Exercise objective :: Transcribe all the records exactly and omit any images they hold.

(Items listed in a dataset)
____

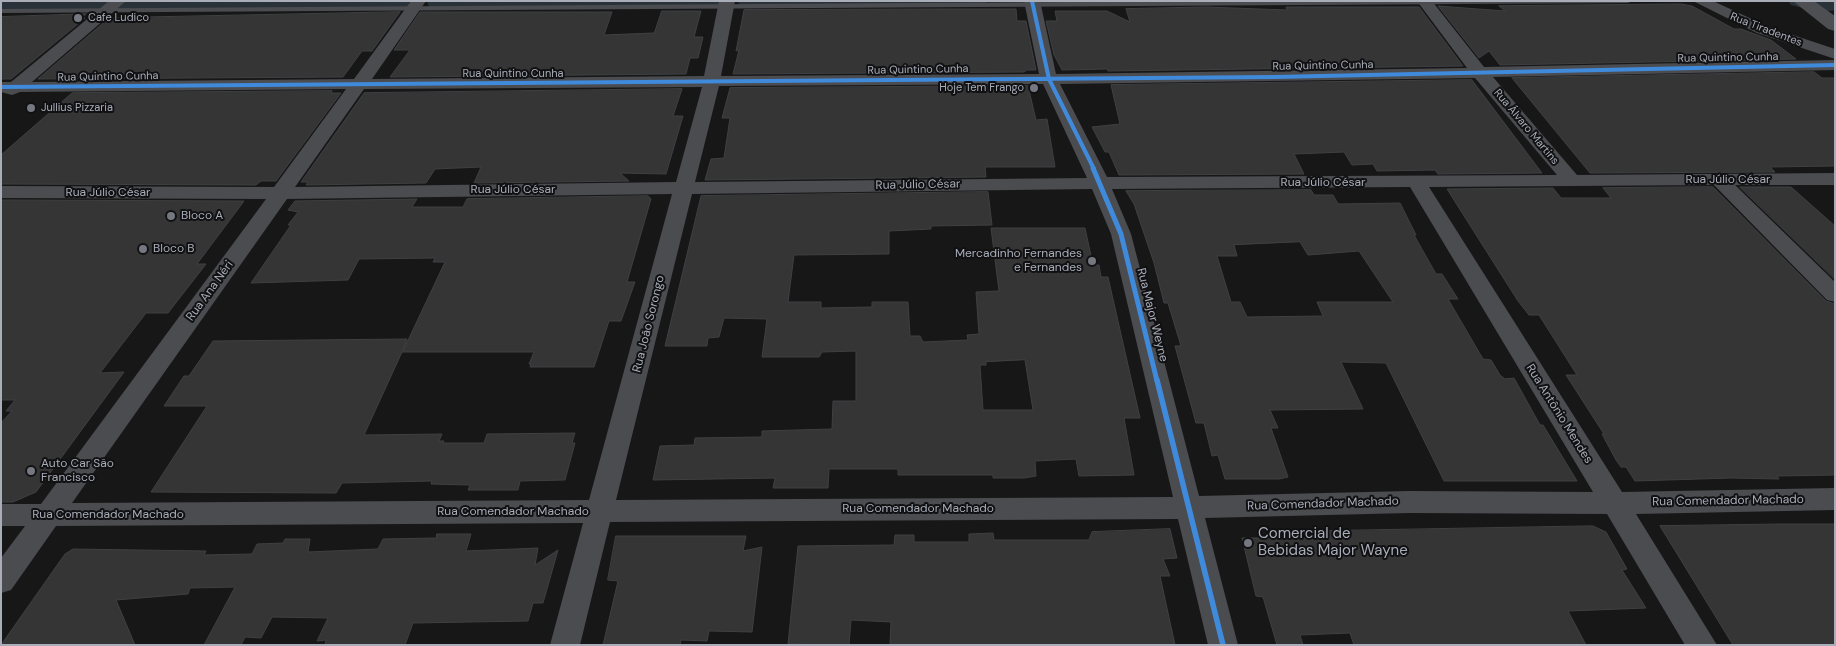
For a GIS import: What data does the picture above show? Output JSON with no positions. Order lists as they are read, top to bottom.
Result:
{
  "streets": {
    "street": [
      "Rua Tiradentes",
      "Rua Quintino Cunha",
      "Rua Álvaro Martins",
      "Rua Júlio César",
      "Rua Ana Néri",
      "Rua Major Weyne",
      "Rua João Sorongo",
      "Rua Antônio Mendes",
      "Rua Comendador Machado"
    ]
  },
  "crossings": [
    ["Rua Quintino Cunha", "Rua Álvaro Martins"],
    ["Rua Quintino Cunha", "Rua Ana Néri"],
    ["Rua Quintino Cunha", "Rua Major Weyne"],
    ["Rua Quintino Cunha", "Rua João Sorongo"],
    ["Rua Álvaro Martins", "Rua Júlio César"],
    ["Rua Júlio César", "Rua Ana Néri"],
    ["Rua Júlio César", "Rua Major Weyne"],
    ["Rua Júlio César", "Rua João Sorongo"],
    ["Rua Júlio César", "Rua Antônio Mendes"],
    ["Rua Ana Néri", "Rua Comendador Machado"],
    ["Rua Major Weyne", "Rua Comendador Machado"],
    ["Rua João Sorongo", "Rua Comendador Machado"],
    ["Rua Antônio Mendes", "Rua Comendador Machado"]
  ],
  "places": [
    "Cafe Ludico",
    "Hoje Tem Frango",
    "Jullius Pizzaria",
    "Bloco A",
    "Bloco B",
    "Mercadinho Fernandes e Fernandes",
    "Auto Car São Francisco",
    "Comercial de Bebidas Major Wayne"
  ]
}
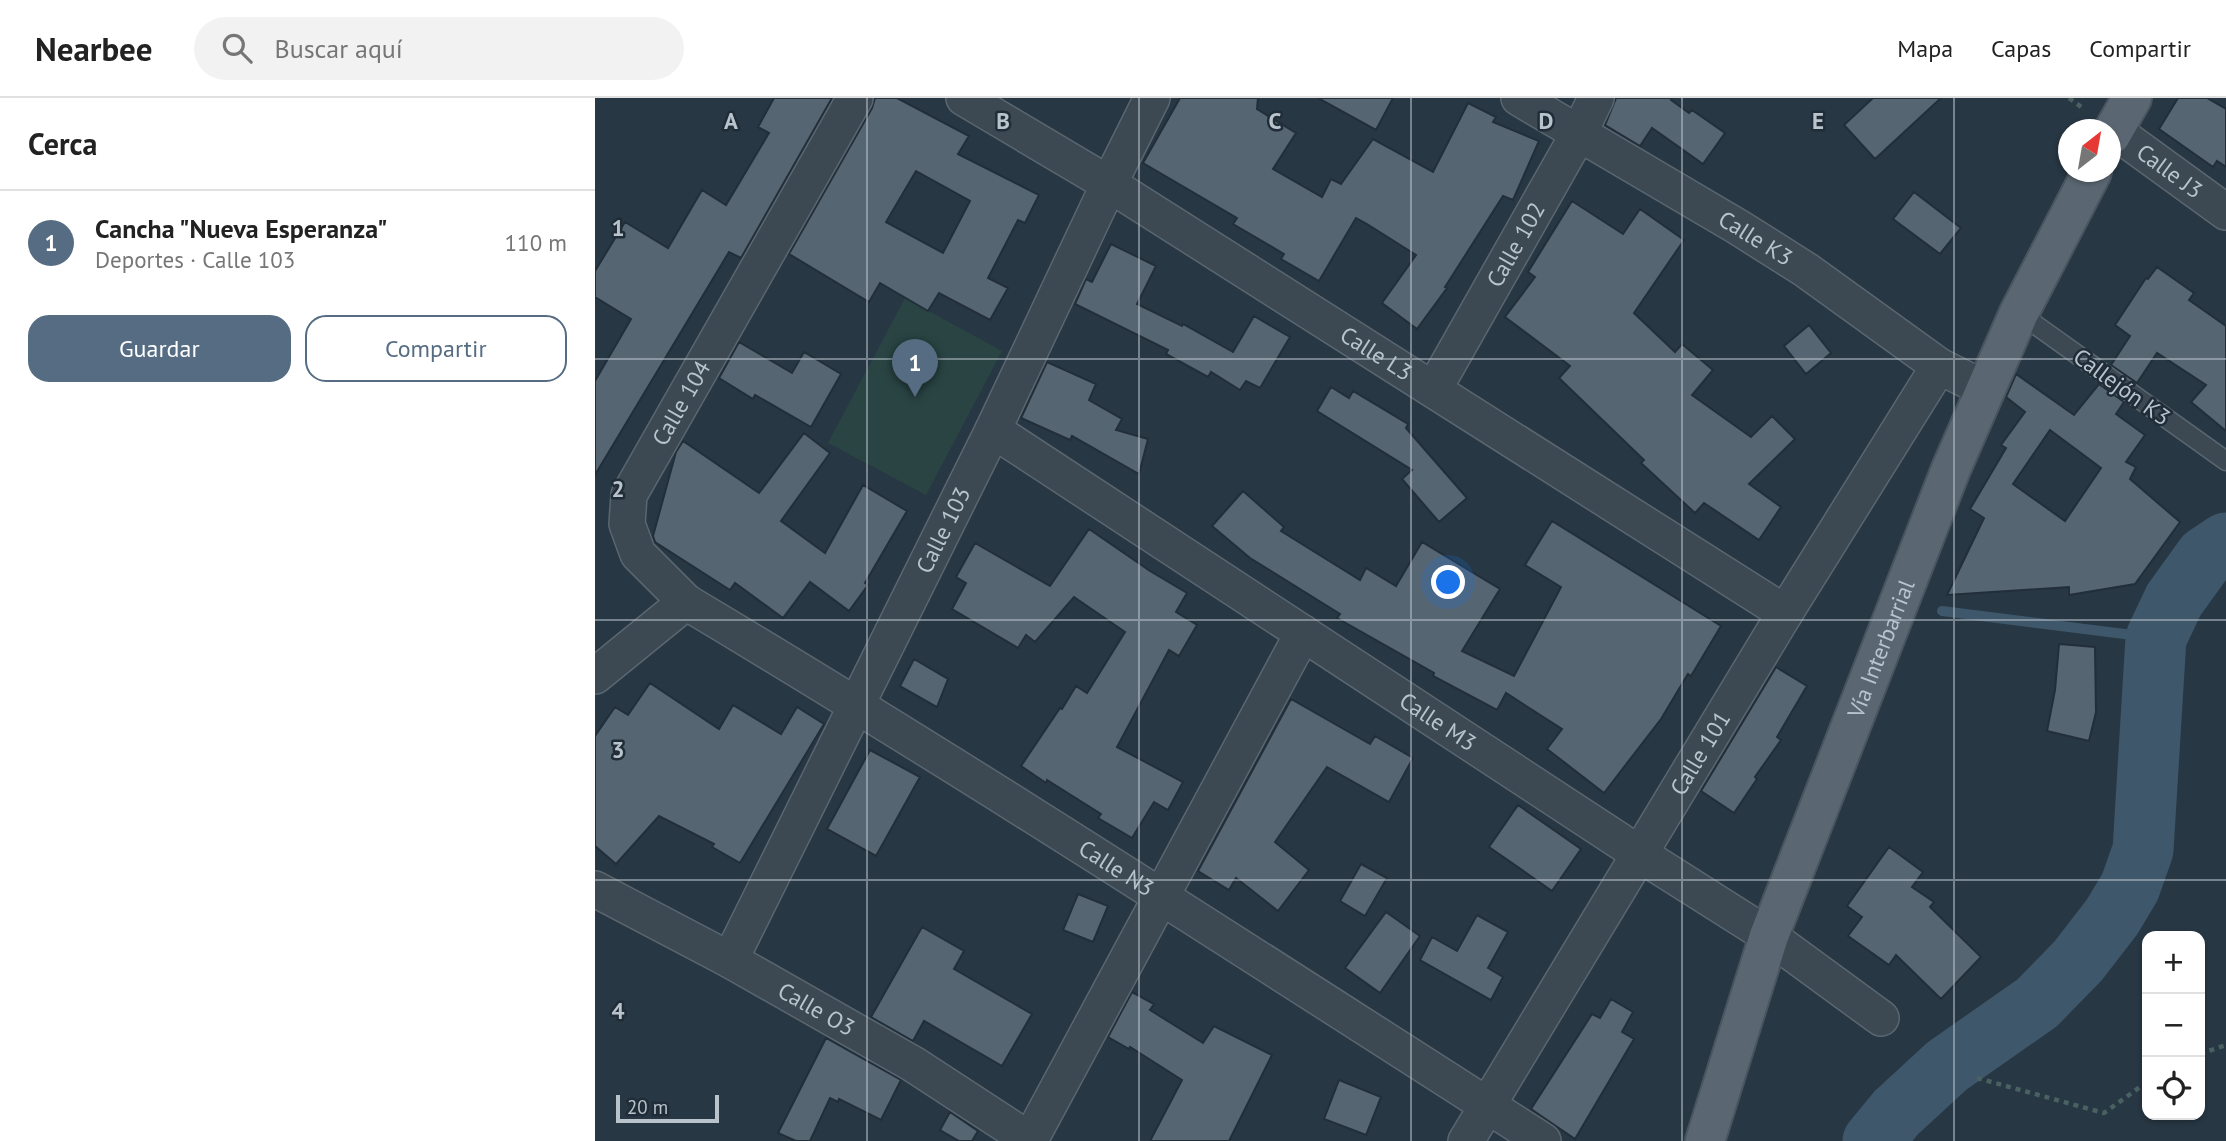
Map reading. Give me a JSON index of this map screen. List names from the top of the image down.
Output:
{
  "streets": {
    "main road": ["Vía Interbarrial"],
    "street": [
      "Calle J3",
      "Calle K3",
      "Calle 102",
      "Calle L3",
      "Calle 104",
      "Calle 103",
      "Calle M3",
      "Calle 101",
      "Calle N3",
      "Calle O3"
    ],
    "lane": ["Callejón K3"]
  },
  "crossings": [
    ["Calle K3", "Calle 102"],
    ["Calle K3", "Vía Interbarrial"],
    ["Calle K3", "Calle 101"],
    ["Calle 102", "Calle L3"],
    ["Calle L3", "Calle 103"],
    ["Calle L3", "Calle 101"],
    ["Callejón K3", "Vía Interbarrial"],
    ["Calle 104", "Calle N3"],
    ["Calle 103", "Calle M3"],
    ["Calle 103", "Calle N3"],
    ["Calle 103", "Calle O3"],
    ["Vía Interbarrial", "Calle M3"],
    ["Calle M3", "Calle 101"],
    ["Calle 101", "Calle N3"]
  ],
  "scale_bar": "20 m",
  "north": "top right",
  "page": {
    "header": "Nearbee",
    "search": "Buscar aquí",
    "nav": ["Mapa", "Capas", "Compartir"],
    "heading": "Cerca",
    "list": [
      {
        "mark": "1",
        "name": "Cancha \"Nueva Esperanza\"",
        "note": "Deportes · Calle 103",
        "value": "110 m"
      }
    ],
    "buttons": ["Guardar", "Compartir"],
    "pins": "1",
    "map_buttons": ["+", "−"],
    "scale": "20 m"
  },
  "grid": {
    "columns": [
      "A",
      "B",
      "C",
      "D",
      "E"
    ],
    "rows": [
      "1",
      "2",
      "3",
      "4"
    ]
  }
}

____

Task response ::
For a GIS import: What data does the picture above show? Output JSON with no positions. Order lists as they are read, top to bottom.
Result:
{
  "streets": {
    "street": [
      "Rua Tiradentes",
      "Rua Quintino Cunha",
      "Rua Álvaro Martins",
      "Rua Júlio César",
      "Rua Ana Néri",
      "Rua Major Weyne",
      "Rua João Sorongo",
      "Rua Antônio Mendes",
      "Rua Comendador Machado"
    ]
  },
  "crossings": [
    ["Rua Quintino Cunha", "Rua Álvaro Martins"],
    ["Rua Quintino Cunha", "Rua Ana Néri"],
    ["Rua Quintino Cunha", "Rua Major Weyne"],
    ["Rua Quintino Cunha", "Rua João Sorongo"],
    ["Rua Álvaro Martins", "Rua Júlio César"],
    ["Rua Júlio César", "Rua Ana Néri"],
    ["Rua Júlio César", "Rua Major Weyne"],
    ["Rua Júlio César", "Rua João Sorongo"],
    ["Rua Júlio César", "Rua Antônio Mendes"],
    ["Rua Ana Néri", "Rua Comendador Machado"],
    ["Rua Major Weyne", "Rua Comendador Machado"],
    ["Rua João Sorongo", "Rua Comendador Machado"],
    ["Rua Antônio Mendes", "Rua Comendador Machado"]
  ],
  "places": [
    "Cafe Ludico",
    "Hoje Tem Frango",
    "Jullius Pizzaria",
    "Bloco A",
    "Bloco B",
    "Mercadinho Fernandes e Fernandes",
    "Auto Car São Francisco",
    "Comercial de Bebidas Major Wayne"
  ]
}
Map reading. Give me a JSON index of this map screen. List names from the top of the image down.
Output:
{
  "streets": {
    "main road": ["Vía Interbarrial"],
    "street": [
      "Calle J3",
      "Calle K3",
      "Calle 102",
      "Calle L3",
      "Calle 104",
      "Calle 103",
      "Calle M3",
      "Calle 101",
      "Calle N3",
      "Calle O3"
    ],
    "lane": ["Callejón K3"]
  },
  "crossings": [
    ["Calle K3", "Calle 102"],
    ["Calle K3", "Vía Interbarrial"],
    ["Calle K3", "Calle 101"],
    ["Calle 102", "Calle L3"],
    ["Calle L3", "Calle 103"],
    ["Calle L3", "Calle 101"],
    ["Callejón K3", "Vía Interbarrial"],
    ["Calle 104", "Calle N3"],
    ["Calle 103", "Calle M3"],
    ["Calle 103", "Calle N3"],
    ["Calle 103", "Calle O3"],
    ["Vía Interbarrial", "Calle M3"],
    ["Calle M3", "Calle 101"],
    ["Calle 101", "Calle N3"]
  ],
  "scale_bar": "20 m",
  "north": "top right",
  "page": {
    "header": "Nearbee",
    "search": "Buscar aquí",
    "nav": ["Mapa", "Capas", "Compartir"],
    "heading": "Cerca",
    "list": [
      {
        "mark": "1",
        "name": "Cancha \"Nueva Esperanza\"",
        "note": "Deportes · Calle 103",
        "value": "110 m"
      }
    ],
    "buttons": ["Guardar", "Compartir"],
    "pins": "1",
    "map_buttons": ["+", "−"],
    "scale": "20 m"
  },
  "grid": {
    "columns": [
      "A",
      "B",
      "C",
      "D",
      "E"
    ],
    "rows": [
      "1",
      "2",
      "3",
      "4"
    ]
  }
}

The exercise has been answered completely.